4. **Code generation**:

   * For each field, iterates over collected `Validation` items.
   * Uses `quote!` to emit Rust code performing the checks and pushing any `ValidationError` onto a `Vec`.
   * Generates an `impl StructName { pub fn validate_csv(&self) -> Result<(), Vec<ValidationError>> { ... } }` block.
5. **Error handling**:

   * Any parse error in the macro invokes `to_compile_error()` to surface a helpful compiler error.

---

## Test Suite (`csv-schema-validator/tests/validate_csv_test.rs`)

* Uses `assert_matches` to assert `Ok(())` or inspect errors.
* Covers all validation variants (`range`, `regex`, `required`, `custom`).

---

## Summary

This multi-crate setup cleanly separates the **runtime library** (main crate) from the **procedural macro** (derive crate). The derive macro leverages **`syn`** and **`quote`** to generate zero-overhead validation code, while the main crate exposes a simple API and error type.

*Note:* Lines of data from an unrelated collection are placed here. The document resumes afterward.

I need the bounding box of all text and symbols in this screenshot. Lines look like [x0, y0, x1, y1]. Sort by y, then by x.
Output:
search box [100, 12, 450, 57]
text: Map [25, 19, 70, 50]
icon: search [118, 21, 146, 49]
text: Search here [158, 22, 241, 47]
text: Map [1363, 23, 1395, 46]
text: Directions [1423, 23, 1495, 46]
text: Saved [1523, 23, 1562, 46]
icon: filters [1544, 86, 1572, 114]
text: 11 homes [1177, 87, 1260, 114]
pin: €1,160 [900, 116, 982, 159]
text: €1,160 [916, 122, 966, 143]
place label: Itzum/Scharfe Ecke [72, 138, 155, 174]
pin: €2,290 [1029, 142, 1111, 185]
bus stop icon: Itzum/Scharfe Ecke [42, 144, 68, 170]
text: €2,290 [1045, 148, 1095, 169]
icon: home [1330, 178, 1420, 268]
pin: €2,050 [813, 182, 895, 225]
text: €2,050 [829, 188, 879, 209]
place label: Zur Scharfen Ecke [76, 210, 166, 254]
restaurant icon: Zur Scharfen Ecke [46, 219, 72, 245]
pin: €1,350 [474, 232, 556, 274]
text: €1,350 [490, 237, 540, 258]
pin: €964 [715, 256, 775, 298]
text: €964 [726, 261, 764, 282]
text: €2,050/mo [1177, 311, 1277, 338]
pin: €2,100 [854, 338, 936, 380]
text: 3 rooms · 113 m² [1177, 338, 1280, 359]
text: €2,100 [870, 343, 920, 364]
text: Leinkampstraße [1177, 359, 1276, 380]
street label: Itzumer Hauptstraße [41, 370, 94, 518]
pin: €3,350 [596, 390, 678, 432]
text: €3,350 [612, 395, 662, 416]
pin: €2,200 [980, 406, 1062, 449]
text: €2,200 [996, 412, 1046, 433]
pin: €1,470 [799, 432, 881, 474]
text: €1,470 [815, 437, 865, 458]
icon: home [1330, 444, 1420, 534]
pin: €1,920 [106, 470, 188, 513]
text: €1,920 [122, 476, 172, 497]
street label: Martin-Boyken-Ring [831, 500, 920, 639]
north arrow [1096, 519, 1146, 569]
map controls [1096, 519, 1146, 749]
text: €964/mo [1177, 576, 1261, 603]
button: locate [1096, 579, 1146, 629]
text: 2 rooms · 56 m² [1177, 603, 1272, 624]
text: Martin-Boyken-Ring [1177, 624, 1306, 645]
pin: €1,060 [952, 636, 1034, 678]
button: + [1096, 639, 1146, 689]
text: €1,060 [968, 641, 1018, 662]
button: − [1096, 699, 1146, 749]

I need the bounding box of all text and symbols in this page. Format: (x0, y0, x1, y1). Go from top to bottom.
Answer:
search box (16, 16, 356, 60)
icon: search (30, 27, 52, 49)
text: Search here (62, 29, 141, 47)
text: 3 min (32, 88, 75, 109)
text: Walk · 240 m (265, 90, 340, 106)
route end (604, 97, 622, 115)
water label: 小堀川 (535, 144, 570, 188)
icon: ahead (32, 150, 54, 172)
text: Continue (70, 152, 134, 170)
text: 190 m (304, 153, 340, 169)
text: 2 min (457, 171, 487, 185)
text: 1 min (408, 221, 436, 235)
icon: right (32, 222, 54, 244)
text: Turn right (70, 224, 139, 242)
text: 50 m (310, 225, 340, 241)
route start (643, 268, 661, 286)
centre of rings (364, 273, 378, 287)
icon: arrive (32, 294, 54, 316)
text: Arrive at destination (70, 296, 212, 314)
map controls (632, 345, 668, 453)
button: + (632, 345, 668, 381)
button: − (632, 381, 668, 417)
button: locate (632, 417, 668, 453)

Developers can quickly add CSV schema validation to their Rust structs by:

1. Adding `csv-schema-validator` to `Cargo.toml`.
2. Annotating their `#[derive(ValidateCsv)]` struct fields with `#[validate(...)]`.
3. Calling `record.validate_csv()` after deserialization.

This architecture ensures type safety, compile-time errors for unsupported patterns, and clear error reporting at runtime.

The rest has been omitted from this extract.